Una noche en Liubiana

Una noche en Liubiana

Eslovenia es uno de esos países que, de no haber sido por los 90/90 (90 días adentro y 90 días afuera del territorio Schengen) habría estado bastante lejos en nuestra lista de prioridades, y no porque no haya nada que ver o sea poco interesante, sino más bien por ignorancia y porque en general no está en la ruta de “lo que tienes que ver en tu primer viaje a Europa”. Y debo decir que, si bien en algún momento renegué por tener que limitarnos con el tiempo y hacer nuestra ruta en función de estas reglas migratorias, cada día me sorprenden gratamente esos destinos que de otra forma no estarían en nuestro mapa.

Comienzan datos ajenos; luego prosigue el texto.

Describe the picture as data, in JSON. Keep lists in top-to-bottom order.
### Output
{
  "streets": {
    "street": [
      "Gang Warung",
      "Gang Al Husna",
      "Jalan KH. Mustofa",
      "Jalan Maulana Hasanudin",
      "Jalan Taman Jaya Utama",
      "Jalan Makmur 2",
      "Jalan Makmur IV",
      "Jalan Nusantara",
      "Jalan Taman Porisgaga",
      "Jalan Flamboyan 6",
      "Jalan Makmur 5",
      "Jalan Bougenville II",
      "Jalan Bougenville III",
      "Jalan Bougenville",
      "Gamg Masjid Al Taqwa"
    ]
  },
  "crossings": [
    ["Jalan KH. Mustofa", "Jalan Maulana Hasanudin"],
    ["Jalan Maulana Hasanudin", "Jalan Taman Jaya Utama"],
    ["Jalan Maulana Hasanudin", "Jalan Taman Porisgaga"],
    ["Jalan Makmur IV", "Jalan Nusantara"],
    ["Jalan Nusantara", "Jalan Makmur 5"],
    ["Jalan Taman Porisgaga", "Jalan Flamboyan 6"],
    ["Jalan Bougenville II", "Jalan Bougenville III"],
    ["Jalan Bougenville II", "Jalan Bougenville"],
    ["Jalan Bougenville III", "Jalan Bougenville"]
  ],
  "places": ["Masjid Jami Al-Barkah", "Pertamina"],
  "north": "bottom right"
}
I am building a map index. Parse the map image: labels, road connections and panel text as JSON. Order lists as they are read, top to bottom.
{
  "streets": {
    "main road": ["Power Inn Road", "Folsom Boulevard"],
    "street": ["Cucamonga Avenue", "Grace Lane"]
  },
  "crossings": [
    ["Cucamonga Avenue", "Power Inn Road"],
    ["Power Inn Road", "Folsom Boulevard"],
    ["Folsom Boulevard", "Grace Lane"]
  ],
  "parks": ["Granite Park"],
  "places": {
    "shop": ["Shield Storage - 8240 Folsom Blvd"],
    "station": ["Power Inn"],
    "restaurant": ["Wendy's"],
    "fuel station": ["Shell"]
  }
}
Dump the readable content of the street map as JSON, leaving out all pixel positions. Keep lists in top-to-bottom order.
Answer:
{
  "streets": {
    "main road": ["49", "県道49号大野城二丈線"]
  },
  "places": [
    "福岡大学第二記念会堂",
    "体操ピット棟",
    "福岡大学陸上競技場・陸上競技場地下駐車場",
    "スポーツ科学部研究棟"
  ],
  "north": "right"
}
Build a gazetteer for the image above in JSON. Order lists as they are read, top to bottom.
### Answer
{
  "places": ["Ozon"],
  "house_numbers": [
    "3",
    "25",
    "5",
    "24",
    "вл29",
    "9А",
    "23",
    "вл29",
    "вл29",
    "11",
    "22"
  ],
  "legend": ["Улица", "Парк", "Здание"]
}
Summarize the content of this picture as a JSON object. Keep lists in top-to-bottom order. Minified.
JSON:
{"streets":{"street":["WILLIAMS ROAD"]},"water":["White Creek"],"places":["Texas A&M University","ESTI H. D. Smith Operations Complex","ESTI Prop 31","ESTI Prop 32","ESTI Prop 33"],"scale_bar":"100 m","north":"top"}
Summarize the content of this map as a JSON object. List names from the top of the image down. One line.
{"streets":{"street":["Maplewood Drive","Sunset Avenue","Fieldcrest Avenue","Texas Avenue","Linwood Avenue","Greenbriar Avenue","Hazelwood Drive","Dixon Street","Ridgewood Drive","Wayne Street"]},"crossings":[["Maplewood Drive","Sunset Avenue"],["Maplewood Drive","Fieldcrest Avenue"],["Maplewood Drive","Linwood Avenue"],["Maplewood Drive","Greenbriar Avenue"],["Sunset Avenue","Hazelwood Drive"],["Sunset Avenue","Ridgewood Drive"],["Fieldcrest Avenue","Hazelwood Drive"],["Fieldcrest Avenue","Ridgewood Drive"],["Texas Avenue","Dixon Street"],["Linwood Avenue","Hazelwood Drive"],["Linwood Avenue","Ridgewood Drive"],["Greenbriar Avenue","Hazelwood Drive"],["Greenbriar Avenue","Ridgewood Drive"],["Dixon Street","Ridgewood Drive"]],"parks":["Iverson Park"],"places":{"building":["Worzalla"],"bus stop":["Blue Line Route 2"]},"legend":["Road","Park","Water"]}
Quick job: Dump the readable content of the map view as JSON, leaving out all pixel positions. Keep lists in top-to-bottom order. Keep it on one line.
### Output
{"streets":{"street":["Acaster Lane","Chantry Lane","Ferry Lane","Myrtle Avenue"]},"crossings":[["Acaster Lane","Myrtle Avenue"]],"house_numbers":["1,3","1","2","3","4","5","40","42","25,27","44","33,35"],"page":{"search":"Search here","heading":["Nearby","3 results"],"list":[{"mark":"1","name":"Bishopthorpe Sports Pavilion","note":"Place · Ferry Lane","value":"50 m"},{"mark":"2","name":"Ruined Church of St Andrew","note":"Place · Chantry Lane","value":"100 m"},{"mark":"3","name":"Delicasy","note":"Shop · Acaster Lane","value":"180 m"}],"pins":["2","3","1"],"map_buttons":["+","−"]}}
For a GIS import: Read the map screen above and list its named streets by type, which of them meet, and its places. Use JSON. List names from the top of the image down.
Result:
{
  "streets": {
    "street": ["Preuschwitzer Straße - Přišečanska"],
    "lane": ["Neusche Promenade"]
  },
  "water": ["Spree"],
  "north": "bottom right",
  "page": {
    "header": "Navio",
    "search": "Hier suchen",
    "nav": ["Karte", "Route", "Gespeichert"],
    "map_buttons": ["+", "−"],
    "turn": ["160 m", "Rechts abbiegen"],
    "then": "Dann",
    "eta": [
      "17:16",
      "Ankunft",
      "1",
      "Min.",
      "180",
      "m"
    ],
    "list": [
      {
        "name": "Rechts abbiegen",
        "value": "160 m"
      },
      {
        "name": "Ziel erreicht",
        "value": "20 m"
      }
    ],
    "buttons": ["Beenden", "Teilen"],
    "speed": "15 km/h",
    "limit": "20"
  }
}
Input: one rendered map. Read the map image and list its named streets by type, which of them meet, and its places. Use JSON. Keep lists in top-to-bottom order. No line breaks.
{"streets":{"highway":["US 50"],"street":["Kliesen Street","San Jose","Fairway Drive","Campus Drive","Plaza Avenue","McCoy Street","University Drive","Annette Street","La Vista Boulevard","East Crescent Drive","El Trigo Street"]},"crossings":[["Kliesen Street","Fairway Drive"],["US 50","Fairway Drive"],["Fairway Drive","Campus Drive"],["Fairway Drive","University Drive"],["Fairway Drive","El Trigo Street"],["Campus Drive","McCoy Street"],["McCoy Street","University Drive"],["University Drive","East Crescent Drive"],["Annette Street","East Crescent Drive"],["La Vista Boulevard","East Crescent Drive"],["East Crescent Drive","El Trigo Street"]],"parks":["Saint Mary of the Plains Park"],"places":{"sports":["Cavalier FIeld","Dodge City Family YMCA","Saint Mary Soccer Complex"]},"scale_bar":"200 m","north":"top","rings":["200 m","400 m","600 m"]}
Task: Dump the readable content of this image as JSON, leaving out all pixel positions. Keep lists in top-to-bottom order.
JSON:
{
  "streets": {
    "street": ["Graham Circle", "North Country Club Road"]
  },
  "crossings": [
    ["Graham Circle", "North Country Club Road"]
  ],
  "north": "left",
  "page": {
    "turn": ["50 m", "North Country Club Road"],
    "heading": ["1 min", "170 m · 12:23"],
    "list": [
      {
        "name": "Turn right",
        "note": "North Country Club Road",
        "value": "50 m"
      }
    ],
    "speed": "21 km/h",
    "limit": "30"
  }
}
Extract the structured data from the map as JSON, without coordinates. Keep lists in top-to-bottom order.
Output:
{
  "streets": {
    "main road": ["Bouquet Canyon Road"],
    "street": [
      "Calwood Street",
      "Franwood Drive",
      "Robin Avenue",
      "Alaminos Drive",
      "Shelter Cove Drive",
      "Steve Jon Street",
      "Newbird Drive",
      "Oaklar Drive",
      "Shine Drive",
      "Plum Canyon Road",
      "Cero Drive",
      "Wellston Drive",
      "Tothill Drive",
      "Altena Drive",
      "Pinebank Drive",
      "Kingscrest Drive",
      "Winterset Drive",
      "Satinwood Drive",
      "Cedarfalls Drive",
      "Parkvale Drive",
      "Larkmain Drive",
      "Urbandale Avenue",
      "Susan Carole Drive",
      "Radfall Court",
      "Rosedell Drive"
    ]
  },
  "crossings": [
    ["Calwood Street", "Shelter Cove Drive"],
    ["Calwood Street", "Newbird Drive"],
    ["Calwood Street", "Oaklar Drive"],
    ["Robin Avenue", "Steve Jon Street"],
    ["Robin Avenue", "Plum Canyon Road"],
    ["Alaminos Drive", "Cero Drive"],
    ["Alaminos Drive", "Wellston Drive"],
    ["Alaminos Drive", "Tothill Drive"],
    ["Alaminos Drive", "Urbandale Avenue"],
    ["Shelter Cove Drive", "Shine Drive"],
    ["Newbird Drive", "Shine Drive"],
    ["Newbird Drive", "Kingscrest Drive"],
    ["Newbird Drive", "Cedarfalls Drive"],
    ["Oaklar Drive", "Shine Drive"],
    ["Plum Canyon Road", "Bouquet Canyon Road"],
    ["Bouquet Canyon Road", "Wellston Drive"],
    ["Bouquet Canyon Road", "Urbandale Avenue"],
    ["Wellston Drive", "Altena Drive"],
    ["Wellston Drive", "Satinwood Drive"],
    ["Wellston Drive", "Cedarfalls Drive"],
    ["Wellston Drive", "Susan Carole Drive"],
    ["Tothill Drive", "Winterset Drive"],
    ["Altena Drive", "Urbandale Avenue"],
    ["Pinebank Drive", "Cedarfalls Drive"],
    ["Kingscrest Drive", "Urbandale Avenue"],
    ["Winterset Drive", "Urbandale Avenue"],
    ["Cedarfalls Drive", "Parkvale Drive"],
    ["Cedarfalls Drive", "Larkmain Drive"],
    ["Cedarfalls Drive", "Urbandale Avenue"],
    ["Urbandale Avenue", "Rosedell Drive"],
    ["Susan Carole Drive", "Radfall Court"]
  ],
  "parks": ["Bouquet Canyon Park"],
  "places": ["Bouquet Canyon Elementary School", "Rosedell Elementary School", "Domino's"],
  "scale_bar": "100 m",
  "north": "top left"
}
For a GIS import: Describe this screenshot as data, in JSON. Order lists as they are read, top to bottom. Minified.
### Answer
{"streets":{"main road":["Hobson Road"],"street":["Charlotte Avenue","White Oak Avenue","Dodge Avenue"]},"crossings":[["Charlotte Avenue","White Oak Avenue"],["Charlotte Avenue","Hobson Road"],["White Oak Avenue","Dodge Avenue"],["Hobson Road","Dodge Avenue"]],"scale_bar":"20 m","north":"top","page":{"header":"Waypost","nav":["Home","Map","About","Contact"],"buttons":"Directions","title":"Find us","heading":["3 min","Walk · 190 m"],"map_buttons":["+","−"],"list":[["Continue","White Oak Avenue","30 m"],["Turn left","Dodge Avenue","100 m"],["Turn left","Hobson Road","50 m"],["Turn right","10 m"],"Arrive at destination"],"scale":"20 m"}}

La noche que llegamos a la Liubiana salimos a cenar con unos amigos argentinos, Gustavo y Ani, que estaban allí hace un mes. La noche empezó bastante bien, buena comida, buena cerveza, buen servicio y lo mejor a la mitad de precio de lo que veníamos pagando en Verona. Ya entrados en calor y con ganas de más cerveza fuimos a conocer Metelkova, posiblemente uno de los lugares más bizarros que había visto en mi vida. Metelkova es una serie de edificios que había sido sede de un cuartel militar de la antigua Yugoslavia, y a principios de los noventa fue tomado por artistas para evitar su destrucción. En la actualidad reúne galerías de arte, bares, espacios para diseñadores y muestras musicales. Se podría decir que es donde se reúne la cultura alternativa de Eslovenia.

 

Al final de la noche terminamos en un pub en el centro de la ciudad tomando un par de cervezas más. Ya en algún momento, Ani me había comentado que por lo general la gente de Eslovenia, Croacia y Bosnia si bien no hablan español suelen entender muy bien si te escuchan hablar. Y sería muy fácil de explicar si aparte de su lengua natal hablaran italiano o alemana, por la cercanía geográfica, o ingles por practicidad; como sucede en muchos países europeos. Pero el español les llego por cable y fue por medio de las telenovelas que fueron aprendiendo nuestro idioma.

 

Dragon bridge ljubljana

No había pasado ni una hora de esa conversación, cuando se acerco un esloveno, que no llegaría a los 25 años, a nuestra mesa nos miró y nos dijo —Yo entiendo todo lo que dicen—, nos preguntó de dónde veníamos y al decir Colombia estaba preparada para que me preguntarán sobre Pablo Escobar, la coca, el proceso de paz, Shakira o a lo mejor James o Falcao, pero no fue así y por el contrario empezó a hacer un movimiento con el cuerpo, lanzaba el torso hacia adelante y levantaba los pies hacía atrás, yo no tenia ni la menor idea de que estaba hablando cuando de pronto Pabli le dice —¿Higuita? — Y este hombre emocionado dice —si Higuita, Higuita buenísimo—, después nombro al Pibe, Batistuta y Verón. Todo esto en un muy buen español; para terminar cantando “Esmeralda en tus ojos la noche y el día uno son, Esmeralda…” La canción de una novela mexicana, una de las tantas que llegaron a este país y con las que aprendieron español.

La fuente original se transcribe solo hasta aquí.